▶ [Information provided]:
⟨
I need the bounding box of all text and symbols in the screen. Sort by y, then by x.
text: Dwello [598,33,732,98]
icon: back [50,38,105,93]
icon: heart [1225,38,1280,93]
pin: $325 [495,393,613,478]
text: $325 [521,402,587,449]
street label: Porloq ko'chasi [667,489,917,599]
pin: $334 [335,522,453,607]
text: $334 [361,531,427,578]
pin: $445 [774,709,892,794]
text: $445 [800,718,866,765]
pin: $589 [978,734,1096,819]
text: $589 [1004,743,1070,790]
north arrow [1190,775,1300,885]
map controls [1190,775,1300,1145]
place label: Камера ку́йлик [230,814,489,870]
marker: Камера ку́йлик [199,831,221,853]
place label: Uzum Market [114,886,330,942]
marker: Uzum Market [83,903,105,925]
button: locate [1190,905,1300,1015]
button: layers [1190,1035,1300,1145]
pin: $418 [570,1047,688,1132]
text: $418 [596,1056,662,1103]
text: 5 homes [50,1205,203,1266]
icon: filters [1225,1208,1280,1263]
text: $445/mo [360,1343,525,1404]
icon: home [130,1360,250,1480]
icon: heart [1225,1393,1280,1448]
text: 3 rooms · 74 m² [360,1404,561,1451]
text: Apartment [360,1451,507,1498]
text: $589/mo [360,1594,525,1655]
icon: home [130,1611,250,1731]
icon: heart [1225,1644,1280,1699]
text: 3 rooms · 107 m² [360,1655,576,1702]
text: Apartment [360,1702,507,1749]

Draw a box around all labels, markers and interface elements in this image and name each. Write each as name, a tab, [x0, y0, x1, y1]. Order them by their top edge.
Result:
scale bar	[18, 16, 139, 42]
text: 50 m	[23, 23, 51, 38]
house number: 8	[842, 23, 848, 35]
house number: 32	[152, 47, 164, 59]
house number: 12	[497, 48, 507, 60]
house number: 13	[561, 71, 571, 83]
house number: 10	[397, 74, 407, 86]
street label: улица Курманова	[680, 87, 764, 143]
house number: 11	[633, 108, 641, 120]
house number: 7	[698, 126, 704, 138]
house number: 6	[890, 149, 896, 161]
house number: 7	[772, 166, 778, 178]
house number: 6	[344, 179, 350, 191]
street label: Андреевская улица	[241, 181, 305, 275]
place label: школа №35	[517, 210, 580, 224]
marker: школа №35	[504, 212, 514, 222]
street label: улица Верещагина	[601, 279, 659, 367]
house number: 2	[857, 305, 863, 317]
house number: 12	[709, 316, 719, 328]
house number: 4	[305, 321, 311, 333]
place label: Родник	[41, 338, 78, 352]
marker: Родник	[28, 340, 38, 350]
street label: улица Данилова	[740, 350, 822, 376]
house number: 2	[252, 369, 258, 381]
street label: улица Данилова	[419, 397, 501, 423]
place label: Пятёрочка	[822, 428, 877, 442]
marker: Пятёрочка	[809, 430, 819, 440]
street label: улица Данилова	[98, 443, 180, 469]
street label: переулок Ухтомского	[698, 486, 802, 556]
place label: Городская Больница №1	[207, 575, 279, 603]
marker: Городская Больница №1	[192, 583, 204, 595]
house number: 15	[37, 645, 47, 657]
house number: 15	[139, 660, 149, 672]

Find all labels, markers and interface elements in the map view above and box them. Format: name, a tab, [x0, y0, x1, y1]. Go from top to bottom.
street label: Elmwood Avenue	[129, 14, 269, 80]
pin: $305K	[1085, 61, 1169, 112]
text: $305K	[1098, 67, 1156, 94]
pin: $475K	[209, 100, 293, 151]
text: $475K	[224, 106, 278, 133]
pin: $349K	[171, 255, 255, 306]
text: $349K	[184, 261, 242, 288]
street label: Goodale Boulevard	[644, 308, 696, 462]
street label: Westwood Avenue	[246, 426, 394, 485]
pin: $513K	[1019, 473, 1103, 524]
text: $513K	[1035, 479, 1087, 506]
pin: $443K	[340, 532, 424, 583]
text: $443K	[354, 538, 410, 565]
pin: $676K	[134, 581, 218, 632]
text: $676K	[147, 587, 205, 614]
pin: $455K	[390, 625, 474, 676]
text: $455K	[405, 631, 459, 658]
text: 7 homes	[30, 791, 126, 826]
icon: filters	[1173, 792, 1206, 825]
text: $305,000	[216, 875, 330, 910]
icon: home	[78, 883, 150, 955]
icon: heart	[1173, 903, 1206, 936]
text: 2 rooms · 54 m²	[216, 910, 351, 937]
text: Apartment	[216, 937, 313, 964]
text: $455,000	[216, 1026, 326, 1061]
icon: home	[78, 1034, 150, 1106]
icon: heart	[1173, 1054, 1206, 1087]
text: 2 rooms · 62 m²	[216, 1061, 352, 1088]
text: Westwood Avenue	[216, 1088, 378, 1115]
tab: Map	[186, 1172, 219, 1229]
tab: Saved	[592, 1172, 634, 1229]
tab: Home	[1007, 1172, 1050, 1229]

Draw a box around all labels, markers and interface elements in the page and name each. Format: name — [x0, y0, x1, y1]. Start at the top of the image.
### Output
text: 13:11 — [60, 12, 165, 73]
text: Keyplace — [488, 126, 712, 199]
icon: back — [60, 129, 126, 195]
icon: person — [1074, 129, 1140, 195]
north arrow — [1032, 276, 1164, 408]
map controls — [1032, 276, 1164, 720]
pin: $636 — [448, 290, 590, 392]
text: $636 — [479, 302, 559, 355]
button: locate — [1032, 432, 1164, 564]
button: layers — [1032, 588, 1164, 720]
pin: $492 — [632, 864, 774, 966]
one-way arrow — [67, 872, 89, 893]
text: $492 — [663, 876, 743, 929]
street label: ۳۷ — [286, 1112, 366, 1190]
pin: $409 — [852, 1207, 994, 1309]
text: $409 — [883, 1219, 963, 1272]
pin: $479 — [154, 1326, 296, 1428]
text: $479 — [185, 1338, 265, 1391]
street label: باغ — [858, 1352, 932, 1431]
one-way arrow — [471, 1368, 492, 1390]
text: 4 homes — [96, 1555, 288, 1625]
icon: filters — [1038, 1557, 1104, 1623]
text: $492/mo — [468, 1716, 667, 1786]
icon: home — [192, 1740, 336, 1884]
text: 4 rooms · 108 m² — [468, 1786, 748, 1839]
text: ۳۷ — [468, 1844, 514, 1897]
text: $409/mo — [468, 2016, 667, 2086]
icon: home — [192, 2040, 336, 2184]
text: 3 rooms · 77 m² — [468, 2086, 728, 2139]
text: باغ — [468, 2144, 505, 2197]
⟩
▶ [Work instruction]: Filter the listing so that only lines holding the word "each" remain, and copy those lines.

▶ [Written solution]:
Draw a box around all labels, markers and interface elements in this image and name each. Write each as name, a tab, [x0, y0, x1, y1]. Order them by their top edge.
Draw a box around all labels, markers and interface elements in the page and name each. Format: name — [x0, y0, x1, y1]. Start at the top of the image.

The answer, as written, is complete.